**ACTIVITY**:
Each line below is to be repeated exactly; any picture is to be left out.

Data entries
>>>>
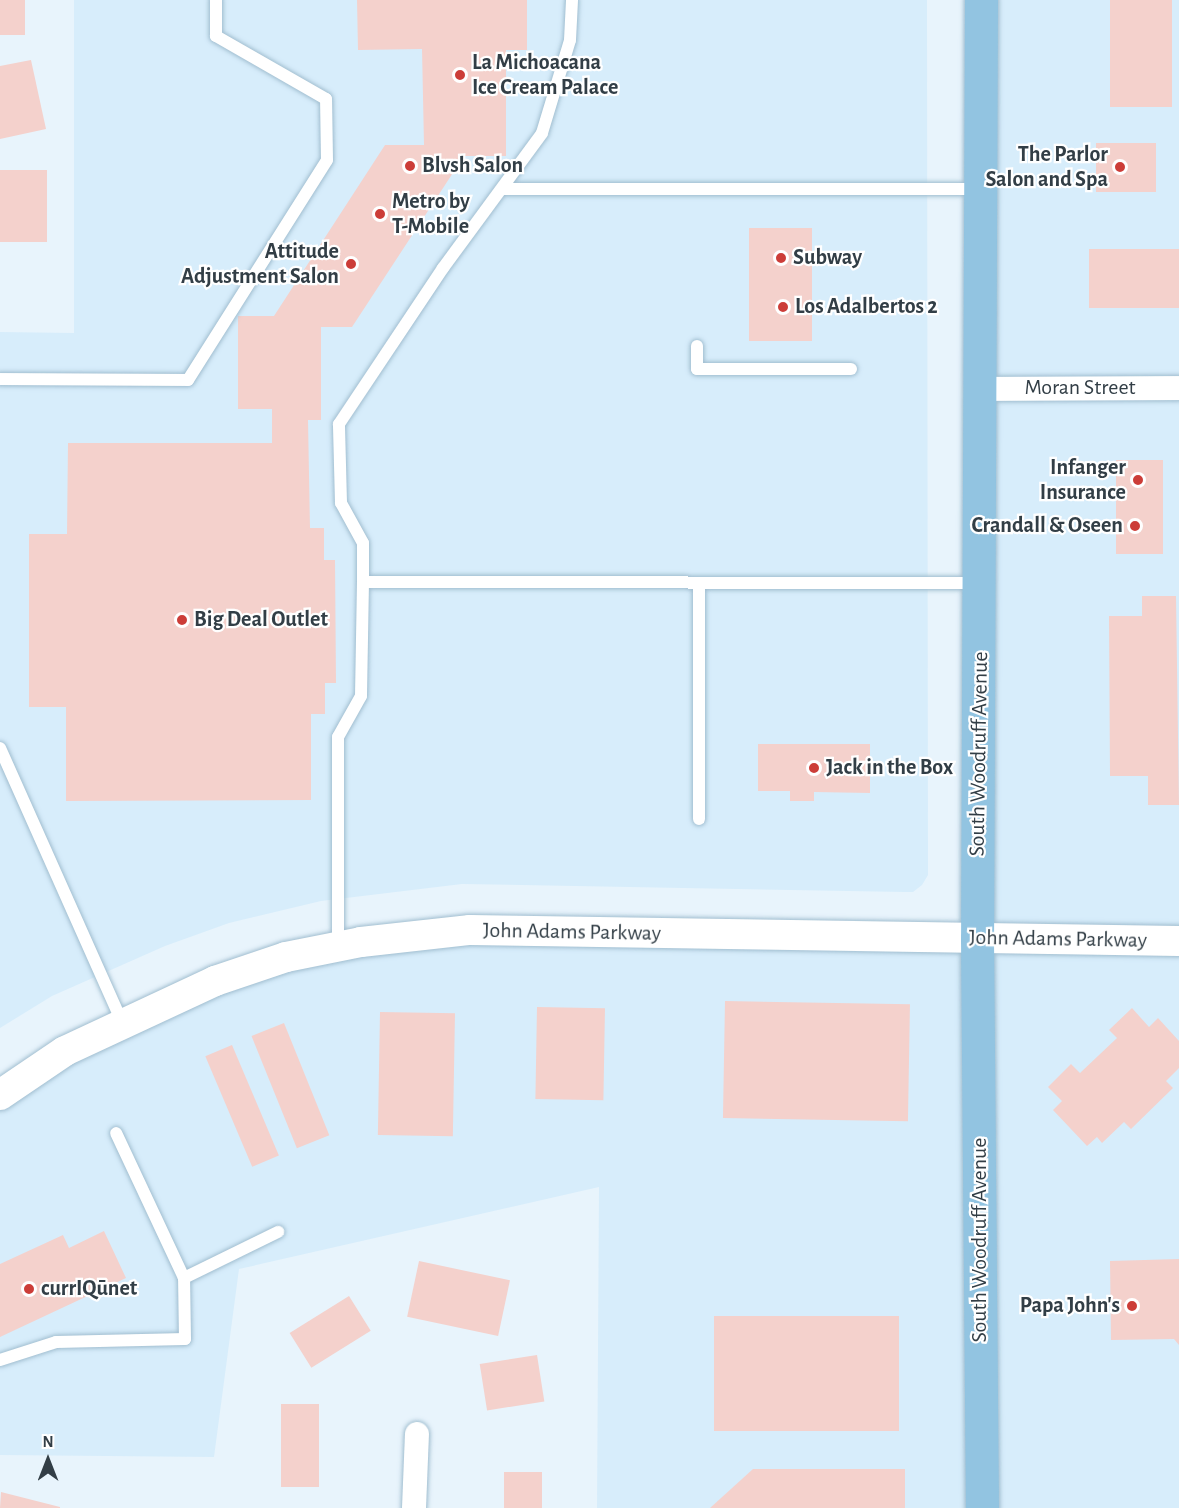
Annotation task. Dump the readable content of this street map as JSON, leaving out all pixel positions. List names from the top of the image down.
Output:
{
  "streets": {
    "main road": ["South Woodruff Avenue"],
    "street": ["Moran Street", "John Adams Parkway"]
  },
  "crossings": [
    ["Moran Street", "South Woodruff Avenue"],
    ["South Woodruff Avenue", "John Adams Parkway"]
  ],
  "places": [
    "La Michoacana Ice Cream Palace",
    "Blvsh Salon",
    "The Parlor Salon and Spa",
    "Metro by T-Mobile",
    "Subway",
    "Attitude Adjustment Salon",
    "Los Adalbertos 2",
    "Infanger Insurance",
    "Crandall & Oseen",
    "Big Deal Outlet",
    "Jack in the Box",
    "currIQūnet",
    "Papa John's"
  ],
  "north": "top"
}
<<<<
**ANSWER TO THE PROBLEM**:
Annotation task. Dump the readable content of this street map as JSON, leaving out all pixel positions. List names from the top of the image down.
Output:
{
  "streets": {
    "main road": ["South Woodruff Avenue"],
    "street": ["Moran Street", "John Adams Parkway"]
  },
  "crossings": [
    ["Moran Street", "South Woodruff Avenue"],
    ["South Woodruff Avenue", "John Adams Parkway"]
  ],
  "places": [
    "La Michoacana Ice Cream Palace",
    "Blvsh Salon",
    "The Parlor Salon and Spa",
    "Metro by T-Mobile",
    "Subway",
    "Attitude Adjustment Salon",
    "Los Adalbertos 2",
    "Infanger Insurance",
    "Crandall & Oseen",
    "Big Deal Outlet",
    "Jack in the Box",
    "currIQūnet",
    "Papa John's"
  ],
  "north": "top"
}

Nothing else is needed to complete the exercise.